My approach is to make use of the covering number:
Let $\mathcal{N}(\epsilon, d)$ be the covering number of $[a,b]$ (i.e. the minimal number of $\epsilon$-Balls to cover $[a,b]$). It is then well known that $$\mathcal{N}(\epsilon, d) \leq \mathcal{D}(\epsilon, d) \leq \mathcal{N}(\frac{1}{2}\epsilon, d).$$
Since the nonnegative function $f(x)$ is strictly increasing it would be sufficient to show that $$\int_{0}^{\eta} f(\mathcal{N}(\frac{1}{2}\epsilon,d))\, d\epsilon<\infty $$ for some $\eta>0$.
A $d$-Ball around $t$ is the interval $[t-\epsilon^{1/\alpha}, t+ \epsilon^{1/\alpha}]$. Hence [a,b] can be covered by $\mathcal{N}(\frac{1}{2}\epsilon,d) =2^{\frac{1}{\alpha}-1}(b-a) \epsilon^{-\frac{1}{\alpha}}$ balls of radius $\frac{1}{2}\epsilon$.
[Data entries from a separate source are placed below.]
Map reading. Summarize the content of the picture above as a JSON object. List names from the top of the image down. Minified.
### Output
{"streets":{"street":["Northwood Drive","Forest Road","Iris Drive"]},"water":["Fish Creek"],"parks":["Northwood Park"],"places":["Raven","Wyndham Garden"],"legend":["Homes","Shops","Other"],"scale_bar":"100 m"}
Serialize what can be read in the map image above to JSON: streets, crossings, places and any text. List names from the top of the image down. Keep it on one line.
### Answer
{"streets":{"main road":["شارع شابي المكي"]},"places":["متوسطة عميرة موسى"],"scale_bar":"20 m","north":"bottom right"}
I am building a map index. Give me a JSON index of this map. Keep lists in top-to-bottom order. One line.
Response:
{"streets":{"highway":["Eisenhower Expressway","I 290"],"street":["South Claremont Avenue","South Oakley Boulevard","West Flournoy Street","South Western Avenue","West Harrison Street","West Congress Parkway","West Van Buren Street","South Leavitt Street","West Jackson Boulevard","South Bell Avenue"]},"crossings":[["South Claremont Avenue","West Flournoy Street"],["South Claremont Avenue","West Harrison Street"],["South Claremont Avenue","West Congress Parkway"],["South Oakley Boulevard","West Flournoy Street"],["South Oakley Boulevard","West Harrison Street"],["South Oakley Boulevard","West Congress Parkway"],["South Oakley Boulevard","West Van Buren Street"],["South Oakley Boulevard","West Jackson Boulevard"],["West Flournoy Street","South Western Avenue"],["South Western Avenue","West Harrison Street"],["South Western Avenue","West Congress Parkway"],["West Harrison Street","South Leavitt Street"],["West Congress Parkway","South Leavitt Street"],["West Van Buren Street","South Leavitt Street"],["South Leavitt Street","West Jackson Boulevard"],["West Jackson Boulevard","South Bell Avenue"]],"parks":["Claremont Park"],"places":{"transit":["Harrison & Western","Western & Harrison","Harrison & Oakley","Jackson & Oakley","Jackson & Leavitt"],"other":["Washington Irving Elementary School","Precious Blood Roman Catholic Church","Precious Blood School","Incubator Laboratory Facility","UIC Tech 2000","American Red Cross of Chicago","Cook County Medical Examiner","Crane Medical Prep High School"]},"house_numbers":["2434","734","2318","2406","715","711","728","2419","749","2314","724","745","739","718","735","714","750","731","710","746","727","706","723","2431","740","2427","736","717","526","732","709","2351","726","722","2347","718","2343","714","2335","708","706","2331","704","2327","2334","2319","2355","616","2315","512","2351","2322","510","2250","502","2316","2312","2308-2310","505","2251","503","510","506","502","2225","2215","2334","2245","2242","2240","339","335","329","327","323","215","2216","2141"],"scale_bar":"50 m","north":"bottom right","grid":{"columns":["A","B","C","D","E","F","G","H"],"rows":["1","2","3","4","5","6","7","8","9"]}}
Setting $c=2^{\frac{1}{\alpha}-1}(b-a)$ one then has to show that there exists a $\eta>0$ such that
$$\int_{0}^\eta \sqrt{\ln{(1+c\epsilon^{-\frac{1}{\alpha}}})} + K \ln{(1+c\epsilon^{-\frac{1}{\alpha}}})\, d\epsilon<\infty.$$
Unfortunately, I don't know how to proceed from here.
My guess is that for each $\alpha \in ]0,0.5[$ there exists a constant $L$ such that $\ln(1+cx^{-\frac{1}{\alpha}})$ can be bounded above by $L x^{-\alpha}$ for $x>0$ small enough, from which the assertion would immediately follow.
Edit: Found one solution: set $\eta = \min(d^\alpha, 1)$ then for $x\leq \eta$ we have $1 \leq d x^{-\frac{1}{\alpha}}$. Since $\ln(x)$ is a increasing function, we then have for $x\leq \eta$ $$\ln(1+dx^{-\frac{1}{\alpha}}) \leq \ln(2dx^{-\frac{1}{\alpha}}) = \ln(2d) -\frac{1}{\alpha} \ln(x).$$
Hence $$\int_{0}^\eta \ln(1+dx^{-\frac{1}{\alpha}}) \leq \int_{0}^\eta \ln(2d) -\frac{1}{\alpha} \ln(x).$$ But $$\int_0^\eta \ln(2d) -\frac{1}{\alpha} \ln(x) \, dx = Const - \frac{1}{\alpha}(\eta(\ln(\eta)-1)) < \infty,$$ which validates one part of the assertion.
The assertion itselfs then follows for example by setting $\eta= \min(1, (\frac{d}{\exp(1)-1})^\alpha) \leq \min(1,d^\alpha)$.